Siapa
sangka bahwa Pantura Demak – Pati itu adalah bekas laut? Mungkin tidak
ada yang pernah mengira sebelumnya. Tapi suatu keanehan terjadi di
fenomena alam lokal, di sepanjang daerah Demak ke timur yang terletak di
sekitar jalan pantura, jika menggali sumur bor lebih dari 20 meter
bisa dipastikan airnya asin[1].
Lha kok bisa? Kita tidak bisa menduga bila tidak ada kajian geologis
dan historis mengenai struktur tanah di daerah tersebut. Ternyata
fenomena air asin ini tidak hanya di temukan di daerah Demak saja.
Fenomena ini juga terjadi sampai di daerah Kuwu, wilayah Kabupaten
Grobogan. Daerah Kuwu ini terdapat geyser[2]
yang selalu menyemburkan lumpur panas dan mempunyai kadar garam yang
sangat tinggi, sehingga bisa dibuat garam. Tidak hanya itu, di Bukit
Pati Ayam ditemukan fosil-fosil kerang yang menandakan bahwa sejak jaman
Purba (lebih tepatnya di jaman Pleistosen) daerah tersebut adalah
pantai.
Struktur
tanah di Demak, terutama di sekitar jalan pantura sedikit berbeda
dengan tanah di daerah lain. Tanahnya berwarna hitam pekat, empuk dan
berupa tanah lempung, menandakan sturktur tanah aluvial (tanah endapan
lumpur) di daerah delta sungai. Struktur tanah ini sangat subur dan
sangat baik untuk daerah pertanian. Sehingga penduduk di daerah tersebut
paling banyak berprofesi sebagai petani dengan hasil pertanian yang
utama adalah padi, dan Demak dikenal sebagai salah satu lumbung padi di
Jawa Tengah.
Berdasar keadaan topografis Demak terbagi dalam 3 sub bagian yaitu:
1. Sub A dengan ketinggian 0-3 meter meliputi sebagian Kecamatan Bonang, Demak, Karangtengah, Mijen, Sayung dan Wedung.
2. Sub
B dengan ketinggian 3-100 meter meliputi Kecamatan Dempet, Karangawen,
Mranggen, Wonosalam, Guntur, Gajah, Karanganyar dan beberapa dari
sebagian kecamatan-kecamatan di wilayah sub A.
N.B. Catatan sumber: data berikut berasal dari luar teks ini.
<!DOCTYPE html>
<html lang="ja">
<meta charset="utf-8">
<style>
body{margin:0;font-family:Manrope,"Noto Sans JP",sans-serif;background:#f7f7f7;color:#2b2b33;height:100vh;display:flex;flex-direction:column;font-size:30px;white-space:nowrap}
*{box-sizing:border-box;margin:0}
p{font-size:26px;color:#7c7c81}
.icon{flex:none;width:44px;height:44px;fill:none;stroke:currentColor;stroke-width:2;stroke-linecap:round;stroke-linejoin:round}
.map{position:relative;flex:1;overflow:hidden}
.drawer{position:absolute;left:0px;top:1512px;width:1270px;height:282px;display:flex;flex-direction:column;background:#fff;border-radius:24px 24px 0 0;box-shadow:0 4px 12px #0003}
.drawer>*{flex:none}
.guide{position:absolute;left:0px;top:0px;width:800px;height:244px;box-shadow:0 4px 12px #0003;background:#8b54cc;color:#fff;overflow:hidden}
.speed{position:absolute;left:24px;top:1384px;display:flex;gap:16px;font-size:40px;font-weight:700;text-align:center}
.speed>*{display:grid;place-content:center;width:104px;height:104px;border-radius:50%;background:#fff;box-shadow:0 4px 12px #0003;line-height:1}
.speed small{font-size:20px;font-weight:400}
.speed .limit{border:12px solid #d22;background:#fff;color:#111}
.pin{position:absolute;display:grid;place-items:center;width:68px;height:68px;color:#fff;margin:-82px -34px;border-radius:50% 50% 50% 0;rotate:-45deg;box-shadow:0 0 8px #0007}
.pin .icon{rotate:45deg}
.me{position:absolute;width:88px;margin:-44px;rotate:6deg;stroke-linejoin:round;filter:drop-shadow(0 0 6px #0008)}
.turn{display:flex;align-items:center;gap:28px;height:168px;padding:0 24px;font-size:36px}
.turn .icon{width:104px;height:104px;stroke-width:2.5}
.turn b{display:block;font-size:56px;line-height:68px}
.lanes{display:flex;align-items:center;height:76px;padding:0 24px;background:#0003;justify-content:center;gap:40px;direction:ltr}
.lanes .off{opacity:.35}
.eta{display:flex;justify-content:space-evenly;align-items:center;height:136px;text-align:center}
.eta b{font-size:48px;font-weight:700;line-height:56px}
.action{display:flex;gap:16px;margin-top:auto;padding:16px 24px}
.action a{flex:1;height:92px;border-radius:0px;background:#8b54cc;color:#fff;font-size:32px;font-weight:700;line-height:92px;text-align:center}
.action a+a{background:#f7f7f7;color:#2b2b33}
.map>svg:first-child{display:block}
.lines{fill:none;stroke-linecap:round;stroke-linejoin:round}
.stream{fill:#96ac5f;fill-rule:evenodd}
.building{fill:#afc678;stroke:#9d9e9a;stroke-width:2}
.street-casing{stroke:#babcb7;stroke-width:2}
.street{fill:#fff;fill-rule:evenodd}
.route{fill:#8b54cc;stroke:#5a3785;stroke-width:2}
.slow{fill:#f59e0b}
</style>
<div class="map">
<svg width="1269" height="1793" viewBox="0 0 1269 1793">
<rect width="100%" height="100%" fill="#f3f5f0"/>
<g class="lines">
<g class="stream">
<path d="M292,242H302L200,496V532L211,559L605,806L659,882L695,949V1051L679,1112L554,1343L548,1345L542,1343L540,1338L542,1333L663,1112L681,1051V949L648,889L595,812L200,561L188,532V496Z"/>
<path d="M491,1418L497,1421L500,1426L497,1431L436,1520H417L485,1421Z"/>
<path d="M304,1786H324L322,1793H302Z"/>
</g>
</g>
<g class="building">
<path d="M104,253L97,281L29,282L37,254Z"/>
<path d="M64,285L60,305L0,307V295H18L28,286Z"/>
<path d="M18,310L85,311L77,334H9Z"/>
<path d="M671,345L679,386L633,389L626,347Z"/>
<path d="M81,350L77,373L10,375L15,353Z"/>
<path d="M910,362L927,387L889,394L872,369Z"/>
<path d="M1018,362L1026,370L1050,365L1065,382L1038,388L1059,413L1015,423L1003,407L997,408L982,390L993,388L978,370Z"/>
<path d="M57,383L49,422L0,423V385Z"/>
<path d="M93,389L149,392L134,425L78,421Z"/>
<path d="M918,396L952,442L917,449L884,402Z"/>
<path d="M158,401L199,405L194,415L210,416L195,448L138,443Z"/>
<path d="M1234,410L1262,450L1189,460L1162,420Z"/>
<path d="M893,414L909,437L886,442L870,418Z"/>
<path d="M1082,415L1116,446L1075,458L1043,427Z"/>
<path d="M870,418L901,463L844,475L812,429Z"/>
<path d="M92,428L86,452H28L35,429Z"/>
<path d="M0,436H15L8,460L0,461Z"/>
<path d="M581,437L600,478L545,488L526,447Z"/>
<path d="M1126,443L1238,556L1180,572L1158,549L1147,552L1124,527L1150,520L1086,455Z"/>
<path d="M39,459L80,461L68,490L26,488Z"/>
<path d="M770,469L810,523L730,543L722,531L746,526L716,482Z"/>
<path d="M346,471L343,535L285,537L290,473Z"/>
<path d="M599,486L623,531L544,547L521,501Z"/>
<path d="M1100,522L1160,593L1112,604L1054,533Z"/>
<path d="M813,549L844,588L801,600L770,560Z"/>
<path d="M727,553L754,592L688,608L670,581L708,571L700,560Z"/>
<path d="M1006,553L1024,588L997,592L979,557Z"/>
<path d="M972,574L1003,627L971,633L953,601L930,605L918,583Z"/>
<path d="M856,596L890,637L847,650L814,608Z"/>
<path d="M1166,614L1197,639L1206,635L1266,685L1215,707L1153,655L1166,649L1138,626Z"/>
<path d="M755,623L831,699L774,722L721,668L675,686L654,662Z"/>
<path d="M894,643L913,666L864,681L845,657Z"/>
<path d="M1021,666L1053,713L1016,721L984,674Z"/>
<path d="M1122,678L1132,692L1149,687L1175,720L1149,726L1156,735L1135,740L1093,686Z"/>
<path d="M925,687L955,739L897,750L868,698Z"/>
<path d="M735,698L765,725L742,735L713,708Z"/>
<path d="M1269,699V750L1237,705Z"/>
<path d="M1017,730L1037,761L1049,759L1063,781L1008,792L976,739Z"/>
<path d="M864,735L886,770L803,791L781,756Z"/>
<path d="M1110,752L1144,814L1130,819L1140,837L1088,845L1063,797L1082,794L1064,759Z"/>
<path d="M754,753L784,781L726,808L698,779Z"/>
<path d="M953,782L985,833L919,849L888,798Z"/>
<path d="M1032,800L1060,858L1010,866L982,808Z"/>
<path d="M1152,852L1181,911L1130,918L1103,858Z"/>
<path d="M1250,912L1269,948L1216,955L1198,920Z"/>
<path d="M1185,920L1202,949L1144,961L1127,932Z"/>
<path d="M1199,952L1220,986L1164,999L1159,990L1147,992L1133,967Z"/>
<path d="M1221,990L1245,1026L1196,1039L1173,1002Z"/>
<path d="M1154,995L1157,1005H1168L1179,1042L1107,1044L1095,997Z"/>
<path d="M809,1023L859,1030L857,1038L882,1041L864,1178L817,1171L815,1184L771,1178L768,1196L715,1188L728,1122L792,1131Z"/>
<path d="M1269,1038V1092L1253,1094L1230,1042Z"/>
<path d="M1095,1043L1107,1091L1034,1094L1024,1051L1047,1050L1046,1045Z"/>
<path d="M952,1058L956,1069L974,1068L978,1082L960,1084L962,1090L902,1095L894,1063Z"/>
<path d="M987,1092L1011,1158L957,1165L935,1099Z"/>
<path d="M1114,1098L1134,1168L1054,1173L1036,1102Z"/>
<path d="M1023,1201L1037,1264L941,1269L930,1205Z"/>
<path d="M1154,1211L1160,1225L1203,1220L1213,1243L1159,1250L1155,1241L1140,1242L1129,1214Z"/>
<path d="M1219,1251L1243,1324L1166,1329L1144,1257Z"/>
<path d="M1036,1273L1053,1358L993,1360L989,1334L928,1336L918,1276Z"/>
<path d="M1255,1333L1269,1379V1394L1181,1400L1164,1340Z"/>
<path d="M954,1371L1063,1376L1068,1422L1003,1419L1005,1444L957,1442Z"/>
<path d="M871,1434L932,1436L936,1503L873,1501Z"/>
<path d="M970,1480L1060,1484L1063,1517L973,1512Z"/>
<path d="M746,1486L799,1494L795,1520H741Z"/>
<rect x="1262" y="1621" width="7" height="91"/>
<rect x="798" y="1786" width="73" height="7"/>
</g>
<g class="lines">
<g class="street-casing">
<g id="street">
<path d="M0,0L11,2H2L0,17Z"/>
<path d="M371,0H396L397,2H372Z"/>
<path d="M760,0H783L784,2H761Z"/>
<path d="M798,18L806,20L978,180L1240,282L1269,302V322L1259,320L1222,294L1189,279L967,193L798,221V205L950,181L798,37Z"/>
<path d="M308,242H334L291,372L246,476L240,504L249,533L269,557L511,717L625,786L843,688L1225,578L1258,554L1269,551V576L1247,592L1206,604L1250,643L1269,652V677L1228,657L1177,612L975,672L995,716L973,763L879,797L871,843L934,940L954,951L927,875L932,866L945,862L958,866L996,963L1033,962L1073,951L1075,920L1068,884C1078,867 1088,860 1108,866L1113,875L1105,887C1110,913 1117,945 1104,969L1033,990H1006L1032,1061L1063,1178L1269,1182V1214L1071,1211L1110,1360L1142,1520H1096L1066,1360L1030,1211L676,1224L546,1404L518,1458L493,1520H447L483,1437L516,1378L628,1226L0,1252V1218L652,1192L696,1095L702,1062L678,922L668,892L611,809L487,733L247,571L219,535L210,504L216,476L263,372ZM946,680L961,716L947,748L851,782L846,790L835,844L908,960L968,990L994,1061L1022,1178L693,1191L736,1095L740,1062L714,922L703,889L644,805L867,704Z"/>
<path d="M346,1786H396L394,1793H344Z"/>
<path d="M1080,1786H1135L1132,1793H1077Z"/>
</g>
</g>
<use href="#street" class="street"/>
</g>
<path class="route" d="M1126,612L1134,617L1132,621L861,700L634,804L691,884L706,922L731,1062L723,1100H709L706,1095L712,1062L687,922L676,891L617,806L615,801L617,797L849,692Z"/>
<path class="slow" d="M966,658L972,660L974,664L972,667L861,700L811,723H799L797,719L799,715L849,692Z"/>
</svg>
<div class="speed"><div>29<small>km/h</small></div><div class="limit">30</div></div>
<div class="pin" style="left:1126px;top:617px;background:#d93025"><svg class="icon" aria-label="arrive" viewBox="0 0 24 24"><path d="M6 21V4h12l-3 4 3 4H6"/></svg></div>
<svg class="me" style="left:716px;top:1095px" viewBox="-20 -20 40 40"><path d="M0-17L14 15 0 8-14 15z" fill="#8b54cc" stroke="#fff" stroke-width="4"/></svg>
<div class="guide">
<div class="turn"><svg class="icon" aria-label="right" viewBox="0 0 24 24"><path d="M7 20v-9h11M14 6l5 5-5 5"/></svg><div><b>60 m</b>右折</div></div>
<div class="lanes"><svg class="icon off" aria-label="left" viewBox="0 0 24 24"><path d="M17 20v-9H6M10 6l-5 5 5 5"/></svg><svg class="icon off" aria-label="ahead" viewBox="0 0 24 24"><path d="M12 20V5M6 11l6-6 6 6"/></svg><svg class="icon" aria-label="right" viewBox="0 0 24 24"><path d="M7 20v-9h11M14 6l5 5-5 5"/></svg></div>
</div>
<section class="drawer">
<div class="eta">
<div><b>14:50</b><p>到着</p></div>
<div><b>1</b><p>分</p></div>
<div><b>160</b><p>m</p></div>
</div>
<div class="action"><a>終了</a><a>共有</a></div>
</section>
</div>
3. Sub C dengan ketinggian lebih dari 100 meter meliputi sebagian kecil Kecamatan Karangawen dan Mranggen.
Berdasarkan
drainase permukaan tanah terbagi dalam daerah tanah yang tidak
tergenang 72,85%, daerah yang kadang-kadang tergenang 23,85%, dan daerah
yang tergenang sepanjang tahun 3,32%.[2] sedangkan untuk
daerah Pati dan Kudus presentasi untuk tanah alluvial cukup tinggi,
daerah Kudus 8%, sedangkan daerah Pati 40,82%[3].
Beberapa
ahli sejarah menyatakan bahwa sebagian wilayah Demak-Pati yang
sekarang menjadi jalan pantura utama di abad 15 M masih berupa selat
yang berupa Selat Muryo (Selat Muria). Selat ini memisahkan antara
Pulau Jawa dengan Pulau Muryo (Muria). Pulau Muryo adalah sebuah pulau
yang sekarang menjadi kawasan Pegunungan Muria ke utara sampai ke
Jepara. Hal ini bermula dari pencarian tentang lokasi pusat Kerajaan
Demak yang diindikasikan tidak jauh (lebih tepatnya berada di tepi)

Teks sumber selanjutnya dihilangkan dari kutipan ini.